Work instruction. Identify every line in the records below that contains the word "anchor", and reproduce each one.

Task input.
+ + + + + + +

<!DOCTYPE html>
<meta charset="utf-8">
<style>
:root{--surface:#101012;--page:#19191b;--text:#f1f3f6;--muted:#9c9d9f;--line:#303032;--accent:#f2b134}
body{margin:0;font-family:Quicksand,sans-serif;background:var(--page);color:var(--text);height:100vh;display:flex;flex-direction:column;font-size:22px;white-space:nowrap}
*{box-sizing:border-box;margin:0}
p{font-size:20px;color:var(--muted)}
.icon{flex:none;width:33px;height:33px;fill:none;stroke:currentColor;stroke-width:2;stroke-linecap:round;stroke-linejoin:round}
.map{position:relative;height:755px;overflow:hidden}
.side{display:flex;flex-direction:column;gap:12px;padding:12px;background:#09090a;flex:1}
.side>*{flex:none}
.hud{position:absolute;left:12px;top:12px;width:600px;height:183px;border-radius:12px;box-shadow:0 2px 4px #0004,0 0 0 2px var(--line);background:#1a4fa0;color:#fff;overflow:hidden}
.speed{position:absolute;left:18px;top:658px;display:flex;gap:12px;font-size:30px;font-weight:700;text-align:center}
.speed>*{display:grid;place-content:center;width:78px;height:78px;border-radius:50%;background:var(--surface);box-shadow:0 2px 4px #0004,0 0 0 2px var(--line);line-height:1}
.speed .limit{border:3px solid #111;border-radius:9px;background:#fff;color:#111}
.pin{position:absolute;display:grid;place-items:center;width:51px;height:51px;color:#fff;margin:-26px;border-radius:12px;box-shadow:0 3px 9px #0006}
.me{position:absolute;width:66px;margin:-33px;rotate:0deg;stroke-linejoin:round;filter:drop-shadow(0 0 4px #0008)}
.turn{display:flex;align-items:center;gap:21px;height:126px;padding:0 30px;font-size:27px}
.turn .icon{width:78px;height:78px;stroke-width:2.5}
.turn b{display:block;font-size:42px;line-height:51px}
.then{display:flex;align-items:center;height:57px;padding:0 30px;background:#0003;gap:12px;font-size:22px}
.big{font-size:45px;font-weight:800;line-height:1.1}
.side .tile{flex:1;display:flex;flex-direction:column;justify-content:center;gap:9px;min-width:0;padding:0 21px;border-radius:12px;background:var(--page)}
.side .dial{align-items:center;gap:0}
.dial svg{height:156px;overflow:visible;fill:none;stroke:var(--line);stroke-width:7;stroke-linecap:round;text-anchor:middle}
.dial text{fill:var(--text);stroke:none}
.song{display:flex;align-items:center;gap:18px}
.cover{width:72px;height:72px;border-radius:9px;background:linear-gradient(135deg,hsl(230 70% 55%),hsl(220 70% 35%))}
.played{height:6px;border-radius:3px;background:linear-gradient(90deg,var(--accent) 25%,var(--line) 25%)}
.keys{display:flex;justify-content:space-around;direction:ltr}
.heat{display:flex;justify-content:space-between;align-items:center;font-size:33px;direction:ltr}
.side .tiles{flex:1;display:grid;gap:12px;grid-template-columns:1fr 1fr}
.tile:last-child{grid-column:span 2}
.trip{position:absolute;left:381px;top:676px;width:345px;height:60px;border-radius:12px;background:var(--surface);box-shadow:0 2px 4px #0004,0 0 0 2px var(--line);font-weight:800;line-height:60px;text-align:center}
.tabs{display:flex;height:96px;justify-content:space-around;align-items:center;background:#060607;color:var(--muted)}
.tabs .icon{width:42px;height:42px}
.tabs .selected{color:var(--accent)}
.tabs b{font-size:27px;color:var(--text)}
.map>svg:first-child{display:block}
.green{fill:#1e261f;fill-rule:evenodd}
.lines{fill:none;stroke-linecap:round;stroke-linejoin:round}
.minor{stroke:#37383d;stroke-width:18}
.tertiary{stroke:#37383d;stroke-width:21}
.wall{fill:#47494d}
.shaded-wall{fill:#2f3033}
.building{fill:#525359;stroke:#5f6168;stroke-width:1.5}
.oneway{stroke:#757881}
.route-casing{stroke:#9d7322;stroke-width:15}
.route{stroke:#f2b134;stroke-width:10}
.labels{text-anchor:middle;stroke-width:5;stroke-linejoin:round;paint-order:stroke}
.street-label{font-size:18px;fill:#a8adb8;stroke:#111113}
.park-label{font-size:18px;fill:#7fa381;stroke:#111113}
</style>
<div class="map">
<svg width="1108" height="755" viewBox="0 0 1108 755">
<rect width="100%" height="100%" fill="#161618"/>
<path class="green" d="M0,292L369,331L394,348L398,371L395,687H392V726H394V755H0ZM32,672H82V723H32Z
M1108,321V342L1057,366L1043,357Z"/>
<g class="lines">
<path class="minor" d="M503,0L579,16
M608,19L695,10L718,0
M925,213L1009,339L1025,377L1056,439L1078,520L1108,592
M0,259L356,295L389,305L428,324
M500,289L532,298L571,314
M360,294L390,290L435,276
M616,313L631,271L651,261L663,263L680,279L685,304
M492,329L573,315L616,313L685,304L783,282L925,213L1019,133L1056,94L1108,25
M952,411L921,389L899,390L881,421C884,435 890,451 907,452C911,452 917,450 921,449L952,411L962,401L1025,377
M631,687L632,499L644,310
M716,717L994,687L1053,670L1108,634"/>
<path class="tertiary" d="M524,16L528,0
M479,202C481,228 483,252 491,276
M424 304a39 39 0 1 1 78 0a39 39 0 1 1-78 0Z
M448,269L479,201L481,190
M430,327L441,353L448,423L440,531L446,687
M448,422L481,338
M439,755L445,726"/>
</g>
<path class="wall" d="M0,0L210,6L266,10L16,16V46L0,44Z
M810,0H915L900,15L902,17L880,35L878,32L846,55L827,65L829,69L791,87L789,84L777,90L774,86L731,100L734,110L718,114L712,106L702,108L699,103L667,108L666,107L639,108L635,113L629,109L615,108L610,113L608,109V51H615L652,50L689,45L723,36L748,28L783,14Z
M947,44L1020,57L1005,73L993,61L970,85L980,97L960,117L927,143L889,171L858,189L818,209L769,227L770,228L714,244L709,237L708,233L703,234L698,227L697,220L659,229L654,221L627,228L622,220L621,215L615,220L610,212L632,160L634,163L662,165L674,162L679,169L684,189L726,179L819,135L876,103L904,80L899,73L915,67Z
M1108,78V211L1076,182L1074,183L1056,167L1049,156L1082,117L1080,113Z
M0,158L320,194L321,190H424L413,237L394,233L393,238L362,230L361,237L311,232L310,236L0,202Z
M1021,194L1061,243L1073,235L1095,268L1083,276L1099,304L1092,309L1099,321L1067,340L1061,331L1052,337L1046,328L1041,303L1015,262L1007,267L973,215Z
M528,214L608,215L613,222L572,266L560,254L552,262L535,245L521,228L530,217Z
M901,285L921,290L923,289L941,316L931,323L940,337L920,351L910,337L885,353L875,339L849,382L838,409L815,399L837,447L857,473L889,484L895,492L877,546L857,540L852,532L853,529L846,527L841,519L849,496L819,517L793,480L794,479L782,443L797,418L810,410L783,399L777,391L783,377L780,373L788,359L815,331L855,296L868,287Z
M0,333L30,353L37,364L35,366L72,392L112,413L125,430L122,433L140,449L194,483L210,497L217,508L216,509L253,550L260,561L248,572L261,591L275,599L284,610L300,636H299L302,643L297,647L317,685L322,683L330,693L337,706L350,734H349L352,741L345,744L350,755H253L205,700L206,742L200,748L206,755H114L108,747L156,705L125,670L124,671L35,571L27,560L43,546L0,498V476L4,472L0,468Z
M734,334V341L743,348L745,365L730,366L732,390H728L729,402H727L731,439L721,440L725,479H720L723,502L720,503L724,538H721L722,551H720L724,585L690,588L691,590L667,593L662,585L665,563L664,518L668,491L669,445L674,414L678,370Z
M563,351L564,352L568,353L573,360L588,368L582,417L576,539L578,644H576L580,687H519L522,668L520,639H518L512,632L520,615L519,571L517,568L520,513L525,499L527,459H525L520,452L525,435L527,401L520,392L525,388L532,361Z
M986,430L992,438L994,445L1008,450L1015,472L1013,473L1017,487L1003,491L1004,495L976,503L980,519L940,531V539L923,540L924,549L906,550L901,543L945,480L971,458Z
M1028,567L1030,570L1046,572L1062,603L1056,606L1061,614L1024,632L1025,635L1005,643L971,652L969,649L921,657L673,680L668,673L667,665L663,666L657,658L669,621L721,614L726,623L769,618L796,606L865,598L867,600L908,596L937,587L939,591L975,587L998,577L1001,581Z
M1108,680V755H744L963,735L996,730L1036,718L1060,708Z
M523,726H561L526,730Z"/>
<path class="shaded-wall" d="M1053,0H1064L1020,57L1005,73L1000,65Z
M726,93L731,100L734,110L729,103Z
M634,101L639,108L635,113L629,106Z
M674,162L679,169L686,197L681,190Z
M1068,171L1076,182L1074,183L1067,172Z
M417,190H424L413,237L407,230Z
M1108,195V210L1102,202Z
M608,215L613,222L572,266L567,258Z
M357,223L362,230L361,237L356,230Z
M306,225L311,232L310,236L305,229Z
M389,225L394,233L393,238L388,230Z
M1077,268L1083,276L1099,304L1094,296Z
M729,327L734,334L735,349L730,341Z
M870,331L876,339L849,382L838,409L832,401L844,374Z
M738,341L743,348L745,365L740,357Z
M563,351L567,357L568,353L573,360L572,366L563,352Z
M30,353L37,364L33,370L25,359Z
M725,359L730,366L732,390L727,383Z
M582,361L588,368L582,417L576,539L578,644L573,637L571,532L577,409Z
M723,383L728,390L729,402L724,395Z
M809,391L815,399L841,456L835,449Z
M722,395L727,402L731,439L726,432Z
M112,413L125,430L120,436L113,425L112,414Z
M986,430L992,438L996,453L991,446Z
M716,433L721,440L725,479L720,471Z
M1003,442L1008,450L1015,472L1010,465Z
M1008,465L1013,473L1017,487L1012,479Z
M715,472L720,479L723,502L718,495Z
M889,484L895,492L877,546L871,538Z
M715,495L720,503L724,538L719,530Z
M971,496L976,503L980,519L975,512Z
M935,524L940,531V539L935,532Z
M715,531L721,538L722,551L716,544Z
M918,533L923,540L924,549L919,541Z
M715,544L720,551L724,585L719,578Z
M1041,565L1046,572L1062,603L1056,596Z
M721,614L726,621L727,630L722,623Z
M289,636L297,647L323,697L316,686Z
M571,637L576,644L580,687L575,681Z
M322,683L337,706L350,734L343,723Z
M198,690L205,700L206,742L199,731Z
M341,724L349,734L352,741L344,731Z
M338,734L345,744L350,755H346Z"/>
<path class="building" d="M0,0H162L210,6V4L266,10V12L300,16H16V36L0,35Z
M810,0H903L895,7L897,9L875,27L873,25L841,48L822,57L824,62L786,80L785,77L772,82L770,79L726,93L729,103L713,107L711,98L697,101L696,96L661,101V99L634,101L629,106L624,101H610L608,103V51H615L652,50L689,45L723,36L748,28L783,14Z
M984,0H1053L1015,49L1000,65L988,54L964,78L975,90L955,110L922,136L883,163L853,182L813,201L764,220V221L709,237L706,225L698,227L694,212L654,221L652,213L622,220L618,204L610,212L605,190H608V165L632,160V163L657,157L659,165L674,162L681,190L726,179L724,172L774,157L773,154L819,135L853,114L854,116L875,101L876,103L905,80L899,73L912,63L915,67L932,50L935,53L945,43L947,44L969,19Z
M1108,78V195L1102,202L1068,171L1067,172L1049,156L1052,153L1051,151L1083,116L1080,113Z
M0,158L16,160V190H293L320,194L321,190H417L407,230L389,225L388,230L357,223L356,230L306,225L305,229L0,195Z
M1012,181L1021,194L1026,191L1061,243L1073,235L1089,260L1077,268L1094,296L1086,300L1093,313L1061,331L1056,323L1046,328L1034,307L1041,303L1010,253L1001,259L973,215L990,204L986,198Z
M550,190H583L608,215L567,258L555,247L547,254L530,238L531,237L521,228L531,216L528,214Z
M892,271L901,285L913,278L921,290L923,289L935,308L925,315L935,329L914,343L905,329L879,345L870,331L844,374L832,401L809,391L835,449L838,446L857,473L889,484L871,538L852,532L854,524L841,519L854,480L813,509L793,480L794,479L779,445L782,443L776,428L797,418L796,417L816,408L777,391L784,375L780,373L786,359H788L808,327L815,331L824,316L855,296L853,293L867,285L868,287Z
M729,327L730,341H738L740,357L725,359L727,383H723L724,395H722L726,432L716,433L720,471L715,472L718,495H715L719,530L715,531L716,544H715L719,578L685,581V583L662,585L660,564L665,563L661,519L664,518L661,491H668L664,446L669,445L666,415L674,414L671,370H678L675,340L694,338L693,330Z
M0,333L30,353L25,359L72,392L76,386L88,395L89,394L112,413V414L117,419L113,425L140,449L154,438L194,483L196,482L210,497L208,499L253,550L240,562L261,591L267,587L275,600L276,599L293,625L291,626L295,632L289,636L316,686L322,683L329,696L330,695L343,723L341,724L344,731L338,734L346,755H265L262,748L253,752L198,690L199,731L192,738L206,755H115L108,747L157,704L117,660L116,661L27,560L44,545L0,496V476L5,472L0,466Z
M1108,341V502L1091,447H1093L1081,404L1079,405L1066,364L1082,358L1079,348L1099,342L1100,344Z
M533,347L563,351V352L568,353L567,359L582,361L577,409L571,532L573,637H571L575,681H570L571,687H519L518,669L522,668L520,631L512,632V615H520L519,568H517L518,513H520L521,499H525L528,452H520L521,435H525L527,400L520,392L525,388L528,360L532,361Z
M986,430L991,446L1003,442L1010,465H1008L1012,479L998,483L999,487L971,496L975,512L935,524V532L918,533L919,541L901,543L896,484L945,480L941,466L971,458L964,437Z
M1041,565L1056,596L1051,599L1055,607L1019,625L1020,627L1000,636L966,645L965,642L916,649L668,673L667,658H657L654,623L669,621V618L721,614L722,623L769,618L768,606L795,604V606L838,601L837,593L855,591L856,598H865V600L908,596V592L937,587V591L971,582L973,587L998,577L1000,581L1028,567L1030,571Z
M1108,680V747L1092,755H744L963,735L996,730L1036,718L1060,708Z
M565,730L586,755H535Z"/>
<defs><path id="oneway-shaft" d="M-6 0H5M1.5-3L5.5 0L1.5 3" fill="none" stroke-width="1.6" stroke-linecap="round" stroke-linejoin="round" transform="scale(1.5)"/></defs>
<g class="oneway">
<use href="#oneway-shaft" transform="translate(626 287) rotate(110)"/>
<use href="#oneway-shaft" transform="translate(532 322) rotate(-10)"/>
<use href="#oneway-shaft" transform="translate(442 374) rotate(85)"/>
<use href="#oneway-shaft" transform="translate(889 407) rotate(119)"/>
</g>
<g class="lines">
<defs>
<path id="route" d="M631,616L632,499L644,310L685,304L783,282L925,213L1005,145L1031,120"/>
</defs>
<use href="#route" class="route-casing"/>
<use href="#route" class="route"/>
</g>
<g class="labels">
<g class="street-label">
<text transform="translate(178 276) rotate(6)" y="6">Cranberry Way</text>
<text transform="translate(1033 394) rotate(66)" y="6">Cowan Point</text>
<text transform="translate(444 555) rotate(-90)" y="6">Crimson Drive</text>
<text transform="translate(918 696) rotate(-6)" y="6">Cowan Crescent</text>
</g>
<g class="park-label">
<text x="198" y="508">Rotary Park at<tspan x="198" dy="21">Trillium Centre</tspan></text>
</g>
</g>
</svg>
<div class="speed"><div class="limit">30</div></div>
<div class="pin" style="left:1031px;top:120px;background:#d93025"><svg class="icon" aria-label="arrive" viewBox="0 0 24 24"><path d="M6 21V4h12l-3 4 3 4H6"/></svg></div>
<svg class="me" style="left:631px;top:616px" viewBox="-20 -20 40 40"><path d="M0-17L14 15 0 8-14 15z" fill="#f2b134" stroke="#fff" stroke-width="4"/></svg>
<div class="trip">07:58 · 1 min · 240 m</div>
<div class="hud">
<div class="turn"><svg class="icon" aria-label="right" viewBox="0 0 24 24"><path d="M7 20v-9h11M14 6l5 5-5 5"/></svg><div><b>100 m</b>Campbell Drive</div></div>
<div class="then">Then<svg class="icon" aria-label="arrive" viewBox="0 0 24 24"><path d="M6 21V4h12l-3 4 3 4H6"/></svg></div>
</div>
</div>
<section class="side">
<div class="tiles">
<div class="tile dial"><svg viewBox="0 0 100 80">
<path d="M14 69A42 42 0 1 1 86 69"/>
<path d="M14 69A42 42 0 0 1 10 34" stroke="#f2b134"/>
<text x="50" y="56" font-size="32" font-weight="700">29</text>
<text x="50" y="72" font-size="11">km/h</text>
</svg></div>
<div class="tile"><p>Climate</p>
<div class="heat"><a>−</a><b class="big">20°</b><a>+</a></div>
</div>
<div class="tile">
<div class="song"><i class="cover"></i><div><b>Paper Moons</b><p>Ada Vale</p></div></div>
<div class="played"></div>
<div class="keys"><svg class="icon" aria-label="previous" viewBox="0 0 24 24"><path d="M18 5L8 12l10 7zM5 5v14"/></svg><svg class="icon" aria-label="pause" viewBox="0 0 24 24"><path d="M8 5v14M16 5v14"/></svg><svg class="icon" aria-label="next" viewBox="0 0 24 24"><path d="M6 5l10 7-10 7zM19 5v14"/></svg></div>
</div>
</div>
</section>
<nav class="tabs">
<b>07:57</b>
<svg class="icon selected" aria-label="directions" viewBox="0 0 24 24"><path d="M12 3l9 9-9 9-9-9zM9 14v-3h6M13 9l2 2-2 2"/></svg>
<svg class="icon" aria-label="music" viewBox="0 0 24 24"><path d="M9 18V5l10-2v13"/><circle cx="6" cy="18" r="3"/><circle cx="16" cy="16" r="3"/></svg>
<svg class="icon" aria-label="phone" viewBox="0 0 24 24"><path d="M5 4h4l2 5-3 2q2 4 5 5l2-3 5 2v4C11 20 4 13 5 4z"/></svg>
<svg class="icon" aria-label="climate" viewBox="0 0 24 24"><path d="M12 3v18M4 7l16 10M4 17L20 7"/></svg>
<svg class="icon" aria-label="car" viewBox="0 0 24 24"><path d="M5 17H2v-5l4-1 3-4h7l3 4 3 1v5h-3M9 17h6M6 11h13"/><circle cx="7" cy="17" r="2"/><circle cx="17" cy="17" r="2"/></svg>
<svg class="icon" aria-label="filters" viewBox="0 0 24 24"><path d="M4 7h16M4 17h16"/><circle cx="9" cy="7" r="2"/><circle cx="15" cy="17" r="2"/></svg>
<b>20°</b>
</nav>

+ + + + + + +

Response below.
.dial svg{height:156px;overflow:visible;fill:none;stroke:var(--line);stroke-width:7;stroke-linecap:round;text-anchor:middle}
.labels{text-anchor:middle;stroke-width:5;stroke-linejoin:round;paint-order:stroke}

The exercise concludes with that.